The Sunderland manager, who left his position at Soho Square last month to succeed Peter Reid at the Stadium of Light, added that the indefinite mothballing of the project in Staffordshire – which he said was more important than the new Wembley stadium – could damage the development of the game in England at all levels for years to come.
"Before I left the FA, I thought the National Football Centre was the FA's best project," Wilkinson said of the Burton centre, planned to be a state-of-the-art facility with 14 pitches, and advanced sports medicine and sports science centres. "It was progressing on time and on budget and I left behind a very capable team dealing with it.

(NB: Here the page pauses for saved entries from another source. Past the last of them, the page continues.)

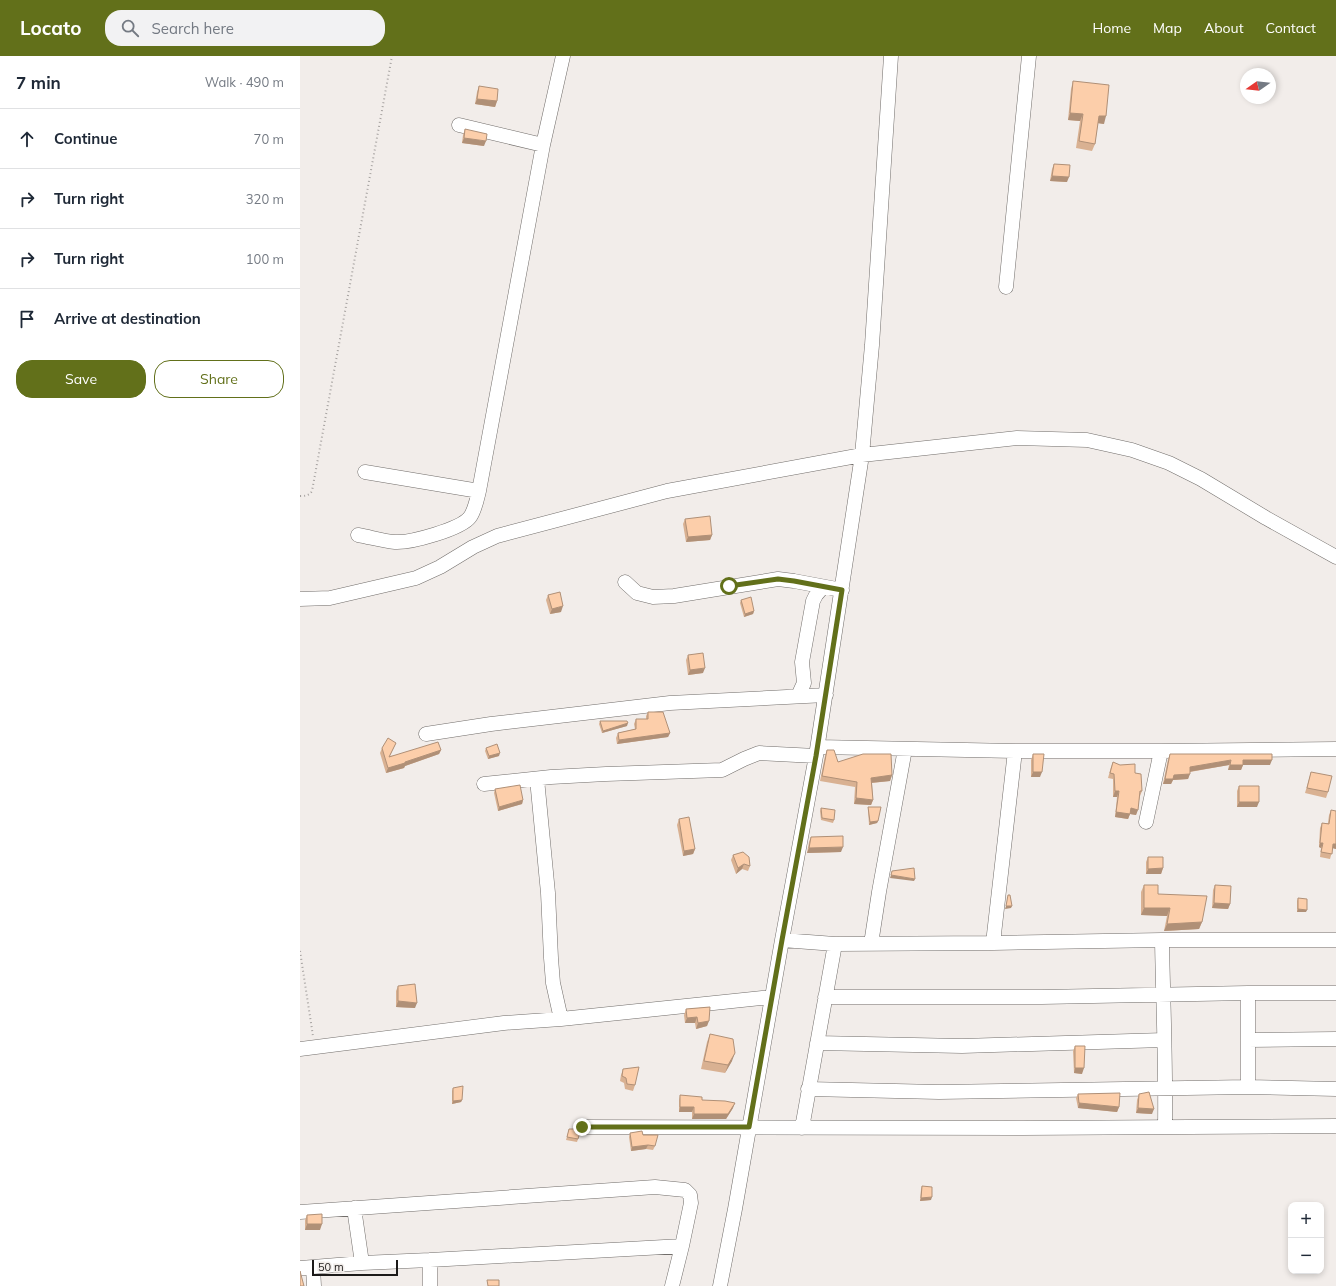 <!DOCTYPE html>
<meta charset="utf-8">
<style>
body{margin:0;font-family:Mulish,sans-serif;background:#f2f2f3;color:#1f2937}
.controls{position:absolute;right:12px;bottom:12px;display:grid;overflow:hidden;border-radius:8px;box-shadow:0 2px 6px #0003}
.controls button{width:36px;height:36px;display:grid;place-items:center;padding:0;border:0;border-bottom:1px solid #e0e1e3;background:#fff;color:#1f2937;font:20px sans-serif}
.compass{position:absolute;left:940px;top:12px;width:36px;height:36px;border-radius:50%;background:#fff;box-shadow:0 2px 6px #0003;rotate:256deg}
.scale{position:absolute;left:12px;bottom:10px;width:86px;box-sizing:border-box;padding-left:4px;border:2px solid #1c1a19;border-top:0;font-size:11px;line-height:14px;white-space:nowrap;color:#1c1a19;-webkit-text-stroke:3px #f2edea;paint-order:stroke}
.stop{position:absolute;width:12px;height:12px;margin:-9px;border:3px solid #62701a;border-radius:50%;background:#fff}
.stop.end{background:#62701a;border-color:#fff;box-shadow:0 1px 4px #0008}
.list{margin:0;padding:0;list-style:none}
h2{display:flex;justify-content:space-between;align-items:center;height:52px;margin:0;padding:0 16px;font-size:17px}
h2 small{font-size:13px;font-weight:400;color:#747a83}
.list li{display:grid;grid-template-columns:26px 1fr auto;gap:12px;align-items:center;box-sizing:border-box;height:60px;padding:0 16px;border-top:1px solid #e0e1e3}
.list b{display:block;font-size:15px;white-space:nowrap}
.list em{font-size:13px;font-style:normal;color:#747a83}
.actions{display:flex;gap:8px;padding:12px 16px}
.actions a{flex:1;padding:9px 0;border:1px solid #62701a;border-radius:16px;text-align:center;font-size:14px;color:#62701a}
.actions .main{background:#62701a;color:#fff}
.icon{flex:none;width:22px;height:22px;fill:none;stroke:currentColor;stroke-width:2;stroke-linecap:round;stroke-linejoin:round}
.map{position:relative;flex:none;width:1036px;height:1230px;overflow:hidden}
header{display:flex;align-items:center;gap:24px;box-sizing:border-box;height:56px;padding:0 20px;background:#62701a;color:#fff}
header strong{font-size:19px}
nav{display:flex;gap:22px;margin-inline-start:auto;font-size:14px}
.search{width:280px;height:36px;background:#f2f2f3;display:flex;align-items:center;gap:10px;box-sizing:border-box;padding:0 14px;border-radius:16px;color:#747a83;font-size:15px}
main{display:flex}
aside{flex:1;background:#fff}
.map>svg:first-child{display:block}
</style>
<header>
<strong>Locato</strong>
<div class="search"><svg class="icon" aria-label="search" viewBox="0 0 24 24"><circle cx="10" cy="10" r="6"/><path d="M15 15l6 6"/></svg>Search here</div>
<nav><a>Home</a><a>Map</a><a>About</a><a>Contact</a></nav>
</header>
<main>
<aside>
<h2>7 min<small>Walk · 490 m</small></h2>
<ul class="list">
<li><svg class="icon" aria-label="ahead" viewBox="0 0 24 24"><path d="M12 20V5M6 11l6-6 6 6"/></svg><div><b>Continue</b></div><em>70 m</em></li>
<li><svg class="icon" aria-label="right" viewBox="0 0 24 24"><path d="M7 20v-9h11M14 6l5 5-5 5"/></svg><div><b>Turn right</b></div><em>320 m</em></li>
<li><svg class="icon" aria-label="right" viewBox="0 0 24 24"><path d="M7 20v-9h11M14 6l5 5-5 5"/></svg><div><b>Turn right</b></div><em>100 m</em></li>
<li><svg class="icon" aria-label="arrive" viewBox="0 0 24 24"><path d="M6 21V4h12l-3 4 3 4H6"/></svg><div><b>Arrive at destination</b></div></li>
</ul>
<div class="actions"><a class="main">Save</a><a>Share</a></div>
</aside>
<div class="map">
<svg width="1036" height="1230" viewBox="0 0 1036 1230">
<rect width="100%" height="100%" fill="#f2edea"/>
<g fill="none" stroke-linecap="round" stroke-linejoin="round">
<defs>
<path id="minor" d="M159 69 243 89
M706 231 729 0
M65 416 179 435
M58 479C70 481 83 485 95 486 111 487 161 473 170 461 175 454 177 443 179 435L243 89 263 0
M325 526 337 537 353 541 374 540 478 523 494 525 542 534
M0 543 30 542 116 522 140 511 173 491 197 480 367 435 562 399 717 382 787 384 832 394 869 407 901 423 966 462 1036 501
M498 640 504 627 502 606 513 545 516 539 523 531
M126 678 191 668 370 647 526 639
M518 691 715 695H861L1036 693
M237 723 248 837 251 902 253 927 261 963
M184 728 251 721 306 718 422 714 444 703 459 697 516 700
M846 766 861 695
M482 884 535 888 693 887 862 884H1036
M862 884C863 946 866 1008 865 1071
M693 887 715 695
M571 888 579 836 605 693
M948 937V1031
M525 941H742L948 937H1036
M948 984 1036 983
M517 987 662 990 864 984
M0 993 204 967 261 963 472 941
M508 1033 639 1036 948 1031 1036 1033
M282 1071 723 1072 1036 1070
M502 1072 535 888
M54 1152 62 1207
M0 1156 355 1131 385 1134 390 1139 391 1147 382 1190 130 1204V1230
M0 1212 62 1207 130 1204
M13 1212 14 1230
M372 1230 382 1190
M420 1230 435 1153 482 884 516 700 562 399 572 289 591 0"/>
</defs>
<use href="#minor" stroke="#716d6a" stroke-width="15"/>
<path stroke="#a6a2a0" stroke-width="2" stroke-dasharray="1 3" stroke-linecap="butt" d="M0 440C5 440 9 440 12 435L92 0
M0 895 13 980"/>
<use href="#minor" stroke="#fff" stroke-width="14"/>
</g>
<path fill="#d9b192" d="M773 25 804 68 798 67 795 88 792 95 776 92 780 65 768 64 771 33Z
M179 30 197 45 195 51 175 48 177 36Z
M165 73 184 90 162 87 163 79Z
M754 108 767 126 750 125 752 113Z
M385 463 412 479 410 484 386 486 383 468Z
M248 539 261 556 250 558 246 544Z
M441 544 454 555 453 558 444 561 440 547Z
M388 599 403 617 388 619 386 604Z
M348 656 370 677 368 681 317 688 316 682 318 677 335 673 334 668 336 663H346V660Z
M300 665 327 670 302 677 299 668Z
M96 687 90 700 141 694 139 698 105 710 104 712 86 717 80 697 82 692Z
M186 692 199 700 188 703 185 695Z
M527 694 538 706 592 719 590 725 572 727 573 744 571 749 554 748 555 731 520 725 525 700Z
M733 698 740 721H731V704Z
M870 698 970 709H943L941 714H928L929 709 890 716 888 723 873 724 871 728H863L868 703Z
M813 706 835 717 842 735 840 740 836 759 830 758 828 763 815 761 817 741H813V723L808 722 811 711Z
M1011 716 1028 736 1026 742 1005 737Z
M939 730 957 751H937V735Z
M195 733 223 744 222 748 198 755 194 737Z
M568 751 578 765 577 767 569 769 568 754Z
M521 752 534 764 533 767 521 764 520 755Z
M1031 754 1036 793 1033 792 1030 803 1020 801 1021 792 1019 791 1020 772 1022 767H1028L1029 759Z
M379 763 395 793 393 798 383 800 377 769Z
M511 781 541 796 507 797 509 786Z
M433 799 450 810 448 815 442 813 436 818 431 804Z
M848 801 863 812 861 818H846V806Z
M844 829 902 866 899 873 864 875 867 860 841 859V836Z
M915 829 930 848 928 853 912 852 913 834Z
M998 842 1006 856H997V845Z
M98 930 115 952 96 951V935Z
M410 951 407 970 396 973 395 967H385L384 959 386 953Z
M410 978 432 1005 425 1017 401 1013 407 986Z
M775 990 782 1018 774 1017 773 995Z
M323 1013 335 1029 333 1035 325 1033 324 1027 320 1025 321 1019Z
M153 1032 162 1044 161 1046 152 1048V1035Z
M778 1038 819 1051 817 1056 778 1052 776 1042Z
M839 1038 852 1058 836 1057 837 1044Z
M380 1039 402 1044 433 1052 426 1063H392V1056H379V1044Z
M269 1073 278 1083 277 1086 266 1084Z
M330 1077 343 1079 355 1090 353 1094 346 1093 331 1095 329 1081Z
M622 1130 631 1144 620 1145 621 1133Z
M7 1159 20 1174H5V1164Z"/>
<path fill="#b09077" d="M177 43 197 45 195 51 175 48Z
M770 57 783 58 780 65 768 64Z
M799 60H806L804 68 797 67Z
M164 82 186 85 184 90 162 87Z
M752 120 769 121 767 126 750 125Z
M412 479 410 484 386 486 388 481Z
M263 550 261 556 250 558 252 553Z
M454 555 453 558 444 561 445 558Z
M405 612 403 617 388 619 390 614Z
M328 667 327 670 302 677 303 675Z
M370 677 368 681 317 688 319 684Z
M141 694 139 698 105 710 104 712 86 717 88 712 105 706Z
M200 697 199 700 188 703 189 700Z
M931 704 929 709 888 716 890 711Z
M943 704H972L970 709H941Z
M930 709H943L941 714H928Z
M733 716H742L740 721H731Z
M890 718 888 723 873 724 871 728H863L865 723 874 719Z
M592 719 590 725 569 727 571 722Z
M815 735H819L817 741H813Z
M556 742 573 744 571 749 554 748Z
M223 744 222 748 198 755 199 751Z
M939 746H959L957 751H937Z
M831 752 838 754 836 759 830 758 828 763 815 761 816 756Z
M578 765 577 767 569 769 570 766Z
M1020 787H1023L1021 792 1019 791Z
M1033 788H1036V793L1032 792Z
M543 791 541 796 507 797 509 792Z
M395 793 393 798 383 800 384 795Z
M444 808 442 813 436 818 438 812Z
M863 812 861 818H846L848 813Z
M591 819 615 823 614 825 590 822Z
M914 847 930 848 928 853 912 852Z
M706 850H712L711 852 705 853Z
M844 852H870L867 860 841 859Z
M998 853 1007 854 1006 856H997Z
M902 866 899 873 864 875 867 868Z
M98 945 117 947 115 952 96 951Z
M397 961 395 967H385L387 962Z
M409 965 407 970 396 973 398 967Z
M435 997 432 1005 425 1017 428 1009Z
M775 1012H784L782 1018 774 1017Z
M162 1044 161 1046 152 1048 153 1045Z
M435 1047 433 1052 426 1063H392L394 1058Z
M779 1047 819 1051 817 1056 778 1052Z
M380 1051H394L392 1056H379Z
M838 1052 854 1053 852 1058 836 1057Z
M348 1089 346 1093 331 1095 332 1091Z
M632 1141 631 1144 620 1145 621 1142Z
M7 1168H22L20 1174H5Z"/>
<path fill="#fcceaa" stroke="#b09077" d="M773 25 809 29 806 60H799L795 88 779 85 783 58 770 57Z
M179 30 198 33 197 45 177 43Z
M165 73 187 78 186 85 164 82Z
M754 108 770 109 769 121 752 120Z
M410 460 412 479 388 481 385 463Z
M260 536 263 550 252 553 248 539Z
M451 541 454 555 445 558 441 544Z
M403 597 405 612 390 614 388 599Z
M348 656H363L370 677 319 684 318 677 336 673V663H348Z
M300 665H327L328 667 303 675Z
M88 682 96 687 89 701 138 686 141 694 105 706V707L88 712 82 692Z
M197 688 200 697 189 700 186 692Z
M527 694H534L538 706 563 698H591L592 719 571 722 573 744 556 742 557 726 522 720Z
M733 698H744L742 716H733Z
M870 698H972V704H943V709H930L931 704 890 711V718L874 719 873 723H865Z
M813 706 820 709 835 708V717L841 718 842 735H840L838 754 831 752 830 758 816 756 819 735H815L814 718 810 717Z
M1011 716 1032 720 1028 736 1007 732Z
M220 729 223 744 199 751 195 733Z
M939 730H959V746H939Z
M568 751H581L578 765 570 766Z
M521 752 535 754 534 764 522 762Z
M1031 754 1036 755V788H1033L1032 798 1021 796 1023 787H1020L1022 767 1029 768Z
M389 761 395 793 384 795 379 763Z
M543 780V791L509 792 511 781Z
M443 796 449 801 450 810 444 808 438 812 433 799Z
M848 801H863V812L848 813Z
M614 812 615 823 591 819 592 815Z
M844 829H858V838L907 840 902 866 867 868 870 852H844Z
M915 829 931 830 930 848 914 847Z
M708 839H710L712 850H706Z
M998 842 1007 843V854L998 853Z
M115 928 117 947 98 945V930Z
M410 951 409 965 398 967 397 961 387 962 386 953Z
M410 978 433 983 435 997 428 1009 404 1005Z
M775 990H785L784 1012H775Z
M339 1011 335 1029 327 1028 326 1022 322 1020 323 1013Z
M163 1030 162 1044 153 1045V1032Z
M849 1036 854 1053 838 1052 839 1038Z
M820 1037 819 1051 779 1047 778 1038Z
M380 1039 402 1041V1044L425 1045 435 1047 428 1058H394V1051H380Z
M269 1073H276L280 1076 278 1083 267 1081Z
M342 1075 343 1079H358L355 1090 348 1089 332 1091 330 1077Z
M622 1130 632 1131V1141L621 1142Z
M22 1158V1168H7V1159Z
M0 1215 4 1230H0Z
M187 1224H199V1230H188Z"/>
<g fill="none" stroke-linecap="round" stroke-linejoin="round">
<path stroke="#62701a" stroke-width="5" d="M282 1071H449L482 884 516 700 542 534 494 525 478 523 429 530"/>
</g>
</svg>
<div class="controls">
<button>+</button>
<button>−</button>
</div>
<svg class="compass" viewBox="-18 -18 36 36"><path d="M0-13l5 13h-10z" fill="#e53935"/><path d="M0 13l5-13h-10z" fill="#747a83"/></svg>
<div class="scale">50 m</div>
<div class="stop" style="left:429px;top:530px"></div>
<div class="stop end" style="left:282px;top:1071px"></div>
</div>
</main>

"I'd been hearing whispers about it for about 10 days but I couldn't believe it [when I heard it was being mothballed]. There's been a gross error of judgement somewhere. More sad is the fact that the current revival we're seeing with young English players and the revival we're seeing in terms of the health of the game are very, very dependent on that national football centre being built."
The FA conceded earlier this week that, in a worst-case scenario, the scheme might have to be scrapped altogether if the ruling body decides it cannot afford it. Other financial commitments, not least the £757m cost of the new Wembley, are proving a drain on resources and there are concerns that the FA has overstretched itself. A final decision on Burton is expected within the next few weeks.
Wilkinson said that that the mothballed project could be "10 times better than Clâirefontaine", a reference to the French national centre outside Paris that has helped develop a generation of French players. "[Burton] is absolutely essential to the development of the game in this country at all levels," he added. "Everybody thinks it's about the international team. It's not. It's about the development from the grass-roots to the Premier League to the international teams.
"Personally, for the good of the game, this is more important than the new Wembley. You can play international football matches anywhere. You don't get something as special as this anywhere. The FA have got to be wrong [to consider scrapping it]."